Peter Matussek

Farbenleere

 


Erschienen in: MACup 3 (1989), S. 3.

 

     
 

Unser Chefredakteur bat mich, Einstimmendes zum Thema Farbe zu schreiben. Eine leichtsinnige Offerte. Denn wenn ich ehrlich bin, verdanke ich meine intensivsten Farberlebnisse einer strikten Farbfeindlichkeit.

Das fing in frühen Jahren an. Mein Vater, dessen Medienkritik selbst Neil Postman eine Gänsehaut eingejagt hätte, verbannte schon die "bunten Heftchen" aus der Kinderstube - mit der unausbleiblichen Folge, daß sich meine aufgestachelte Gier an den Micky-Maus-Beständen der Freunde schadlos hielt. Benommen von der unverdauten Farbenflut, wankte ich abends schuldbewußt zurück in die heimische Grauzone. Aber das Nachbeben überreizter Sehnerven verwandelte noch die Düsternis Grimmscher Märchenbücher in quietschbuntes Disneyland.

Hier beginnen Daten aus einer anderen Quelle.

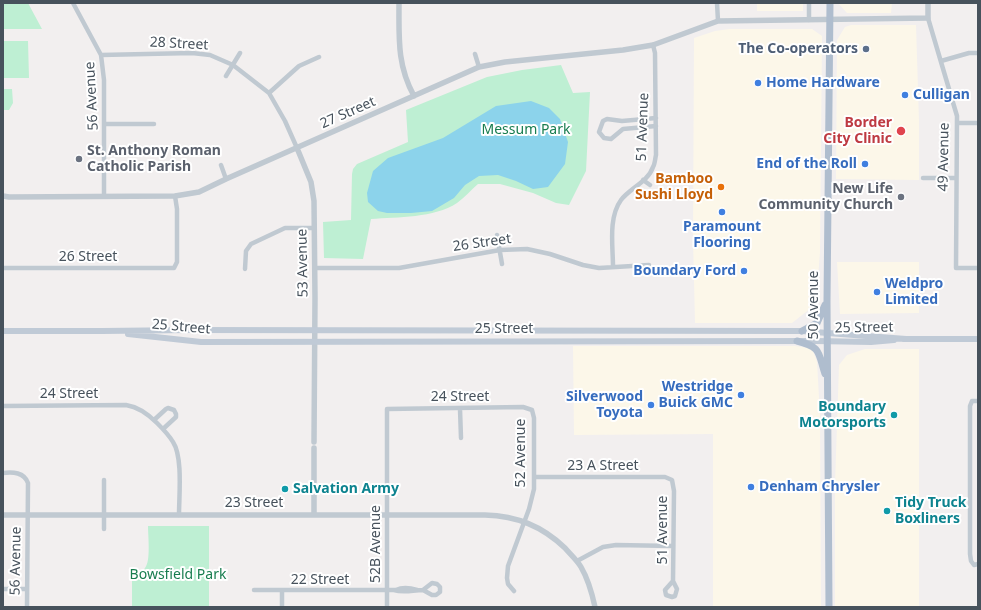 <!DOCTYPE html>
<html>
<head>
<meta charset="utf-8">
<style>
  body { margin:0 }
  #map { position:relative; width:981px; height:610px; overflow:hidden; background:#f2efef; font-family:"Noto Sans",sans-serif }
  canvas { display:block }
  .frame { position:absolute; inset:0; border:4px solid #47525c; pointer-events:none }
</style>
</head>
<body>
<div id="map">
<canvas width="981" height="610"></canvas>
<div class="frame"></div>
</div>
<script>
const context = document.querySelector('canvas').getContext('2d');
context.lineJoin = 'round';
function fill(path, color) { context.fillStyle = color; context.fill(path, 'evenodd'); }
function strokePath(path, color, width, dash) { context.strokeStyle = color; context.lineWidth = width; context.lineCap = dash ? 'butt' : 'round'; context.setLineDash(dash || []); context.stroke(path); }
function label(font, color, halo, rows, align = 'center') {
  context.font = font + ' "Noto Sans",sans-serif'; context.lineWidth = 4; context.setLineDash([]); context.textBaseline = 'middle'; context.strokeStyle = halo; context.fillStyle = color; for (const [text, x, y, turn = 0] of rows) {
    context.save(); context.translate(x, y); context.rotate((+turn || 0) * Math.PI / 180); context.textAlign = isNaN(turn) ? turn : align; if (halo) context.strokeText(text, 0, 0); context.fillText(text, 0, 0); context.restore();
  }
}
fill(new Path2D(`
  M 757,3 L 803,3 L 803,11 L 757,11 Z
  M 838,3 L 892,3 L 891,13 L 847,13 Z
  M 851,25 L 916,25 L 919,121 L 919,180 L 836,179 L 837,40 L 845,27 Z
  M 729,29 L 812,29 L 822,36 L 820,252 L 816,304 L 792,323 L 695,323 L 693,239 L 694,38 L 715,31 Z
  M 837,262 L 919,262 L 919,313 L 840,314 Z
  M 573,346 L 795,346 L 809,348 L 813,351 L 817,362 L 820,415 L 821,607 L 713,607 L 713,434 L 574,435 Z
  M 865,349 L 919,349 L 919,607 L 835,607 L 835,484 L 839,365 L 847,355 Z`), '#fcf7e9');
fill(new Path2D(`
  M 3,3 L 28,3 L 42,29 L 3,29 Z
  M 3,41 L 28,41 L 29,78 L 3,78 Z
  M 561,65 L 573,93 L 590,92 L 586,171 L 569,205 L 556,203 L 533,193 L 500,184 L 478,184 C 471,190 464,198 457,203 C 434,218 398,217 371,219 L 363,259 L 324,258 L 323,222 L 351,220 L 352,174 L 353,169 L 357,164 L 408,142 L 406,110 L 487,77 L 522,70 Z
  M 3,89 L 12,89 L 13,103 L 9,110 L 3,110 Z
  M 148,526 L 209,526 L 209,607 L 132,607 L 132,577 C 137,575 142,573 145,568 C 151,561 148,536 148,526 Z`), '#beefd3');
fill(new Path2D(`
  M 531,101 L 549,108 L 560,119 L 568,142 L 565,164 L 548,187 L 533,189 L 516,181 L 498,175 L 479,176 L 465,185 L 454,198 L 432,211 L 411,213 L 387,213 L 378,211 L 368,202 L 367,193 L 373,171 L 388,158 L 443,138 L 496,106 Z`), '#8cd3eb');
strokePath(new Path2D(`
  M 73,3 L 101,55 L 104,80 L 104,196
  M 717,3 L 718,21
  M 928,18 L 957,116 L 956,268 L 978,268
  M 809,20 L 809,3
  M 475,54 L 479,67
  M 101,55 L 192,53 L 210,55 L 233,65 L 269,93 L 285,121 L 297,148
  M 941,61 L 969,53 L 978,53
  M 226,76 L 240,53
  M 269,93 L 299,66 L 319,57
  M 957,123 L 978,123
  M 105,124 L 154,124
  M 656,126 L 623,129 L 611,139 L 604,138 L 599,132 L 603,121 L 607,119 L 622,121 L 656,118
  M 221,165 L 226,179
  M 923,178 L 956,178
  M 643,180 L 650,185
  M 497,235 L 502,264
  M 613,267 C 613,246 608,218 621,200 C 630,188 648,182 653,167 C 655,164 655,159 656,155 L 655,53 L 653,45
  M 3,268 L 174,268 L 177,262 L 177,209 L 175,196
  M 315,268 L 399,268 L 500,250 L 527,249 L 550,254 L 583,265 L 599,268 L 649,265
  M 245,269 L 246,251 L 251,244 L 285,228 L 314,228
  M 978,401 L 972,401 L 970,406 L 970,554 L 971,561 L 974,565 L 978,564
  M 3,406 L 126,405 C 139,407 148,414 157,423 C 163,429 169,435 173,442 C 183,457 179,496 179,515
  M 460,409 L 461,438
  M 154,420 L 166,409 L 168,408 L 174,410 L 176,414 L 176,417 L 163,429
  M 3,473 C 13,472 24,472 28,483 L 27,607
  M 534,477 L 665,477 L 672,480 L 674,491 L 673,581 L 677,589 L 675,596 L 672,597 L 666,595 L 665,590 L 673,581
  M 104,529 L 104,480
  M 577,561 L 603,547 L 616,545 L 673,546
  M 432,583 L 437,584 L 440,587 L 440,592 L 436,595 L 432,595 L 423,590 Z
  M 3,589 L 26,589
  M 254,590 L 394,590 C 404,593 413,590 423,590
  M 396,590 C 402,587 411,588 417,590
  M 282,607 L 282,591
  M 387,607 L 387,409 L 523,407 L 532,410 L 534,418 L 534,489 L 529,509 L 508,566 L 507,578 L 508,584 L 514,591`), '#c0c9d1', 4.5);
strokePath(new Path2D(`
  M 399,3 C 399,38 397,65 414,96
  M 297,148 L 311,182 L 314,201 L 315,298 L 314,442
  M 3,196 L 9,197 L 175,196 L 199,192 L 226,179 L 479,67 L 505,62 L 623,50 L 653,45 L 718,21 L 928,18 L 928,3
  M 314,448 L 314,515
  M 3,515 L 485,515 C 517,516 542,526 565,548 C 570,554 577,560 581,567 C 588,579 592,593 595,607`), '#c0c9d1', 5.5);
strokePath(new Path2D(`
  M 3,331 L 102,331 L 190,330 L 802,331 L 906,339
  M 128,334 L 201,342 L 815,341 L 871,342 L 894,340
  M 903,339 L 978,339`), '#c0cad6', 6);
strokePath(new Path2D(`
  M 802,331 L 817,323 L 825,305
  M 797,341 C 822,347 818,353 825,374
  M 829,607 L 827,301 L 830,3`), '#afbdce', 7);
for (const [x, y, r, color] of [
  [866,49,4,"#5c6f8a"],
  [758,83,4,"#3f7fe0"],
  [905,95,4,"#3f7fe0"],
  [901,131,5,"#e0444e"],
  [79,159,4,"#6b7280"],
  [865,164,4,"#3f7fe0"],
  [721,187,4,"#e8710a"],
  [901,197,4,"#6b7280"],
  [722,212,4,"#3f7fe0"],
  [744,271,4,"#3f7fe0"],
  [877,292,4,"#3f7fe0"],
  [741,395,4,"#3f7fe0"],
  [651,405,4,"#3f7fe0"],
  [894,415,4,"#0f9aa8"],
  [751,487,4,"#3f7fe0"],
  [285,489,4,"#0f9aa8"],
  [887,511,4,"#0f9aa8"]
]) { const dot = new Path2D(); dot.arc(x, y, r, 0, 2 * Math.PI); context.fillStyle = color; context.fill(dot); strokePath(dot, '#fff', 1.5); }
label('14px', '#47525c', '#fff', [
  ["28 Street",179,44,3],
  ["56 Avenue",92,96,-93],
  ["27 Street",348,113,-24],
  ["51 Avenue",643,127,-88],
  ["49 Avenue",944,157,-89],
  ["26 Street",482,243,-8],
  ["26 Street",88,257],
  ["53 Avenue",303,263,-91],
  ["50 Avenue",814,305,-90],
  ["25 Street",181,327,5],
  ["25 Street",864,328,-1],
  ["25 Street",504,329],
  ["24 Street",69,394],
  ["24 Street",460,397],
  ["52 Avenue",521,453,-90],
  ["23 A Street",603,466],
  ["23 Street",254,503],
  ["51 Avenue",663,530,-90],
  ["52B Avenue",376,544,-90],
  ["56 Avenue",16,561,-89],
  ["22 Street",320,580]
]);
label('bold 14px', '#4e5e75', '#fff', [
  ["The Co-operators",858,49]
], 'right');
label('bold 14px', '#366cbe', '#fff', [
  ["Home Hardware",766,83],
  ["Culligan",913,95],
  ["End of the Roll",857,164,"right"],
  ["Paramount",722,227,"center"],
  ["Flooring",722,243,"center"],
  ["Boundary Ford",736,271,"right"],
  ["Weldpro",885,284],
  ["Limited",885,300],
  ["Westridge",733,387,"right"],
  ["Buick GMC",733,403,"right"],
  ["Silverwood",643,397,"right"],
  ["Toyota",643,413,"right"],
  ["Denham Chrysler",759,487]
], 'left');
label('bold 14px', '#be3a42', '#fff', [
  ["Border",892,123],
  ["City Clinic",892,139]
], 'right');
label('14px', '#187d4f', '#fff', [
  ["Messum Park",526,130],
  ["Bowsfield Park",178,575]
]);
label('bold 14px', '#5b616d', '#fff', [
  ["St. Anthony Roman",87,151],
  ["Catholic Parish",87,167],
  ["New Life",893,189,"right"],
  ["Community Church",893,205,"right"]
], 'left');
label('bold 14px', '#c56008', '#fff', [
  ["Bamboo",713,179],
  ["Sushi Lloyd",713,195]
], 'right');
label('bold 14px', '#0d838f', '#fff', [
  ["Boundary",886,407,"right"],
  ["Motorsports",886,423,"right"],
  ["Salvation Army",293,489],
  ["Tidy Truck",895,503],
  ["Boxliners",895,519]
], 'left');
</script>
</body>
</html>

Ein neues Stadium der Grauton-Überkompensation erreichte ich mit der Einführung des Farbfernsehens. Natürlich hatten wir nur ein ödes Schwarzweiß-Gerät zu Tagesschau-Zwecken. Doch an jenem Abend vermochte die ARD-Color-Supergala dem elterlichen Mattscheiben-Embargo eine Ausnahmeregelung abzutrotzen. Und dank der halluzinatorischen Nebeneffekte meines Suchtfiebers erstrahlte mir die alte Röhre poppiger als jeder PAL-Empfänger.

War es also falsch verstandenes Erbarmen meiner Mutter (die ja schon so manches Mal einen Dia-Film unter unsere schwarzweißen Urlaubsfotos geschmuggelt hatte), daß sie eines Tages eine getönte Folie vor den Bildschirm hängte? Sie behauptete, es sei nur zum Schutz meiner Augen. Warum aber war dann dieser Sichtfilter nach oben hin himmelblau und nach unten grasgrün?

Ordinäres Grasgrün - pah! Ich bedurfte solcher armseligen Wahrnehmungskrücken nicht. Seit mir der Schularzt eine Grünschwäche diagnostizierte, besitze ich eine besondere Sensibilität für diese Farbe. Von der lofotengrünen Lackierung meines Käfers bis zum Grünspan auf seinen Kupferdrähten unterscheide ich heute mehr Nuancen als die DIN-Farbenkarte zuläßt.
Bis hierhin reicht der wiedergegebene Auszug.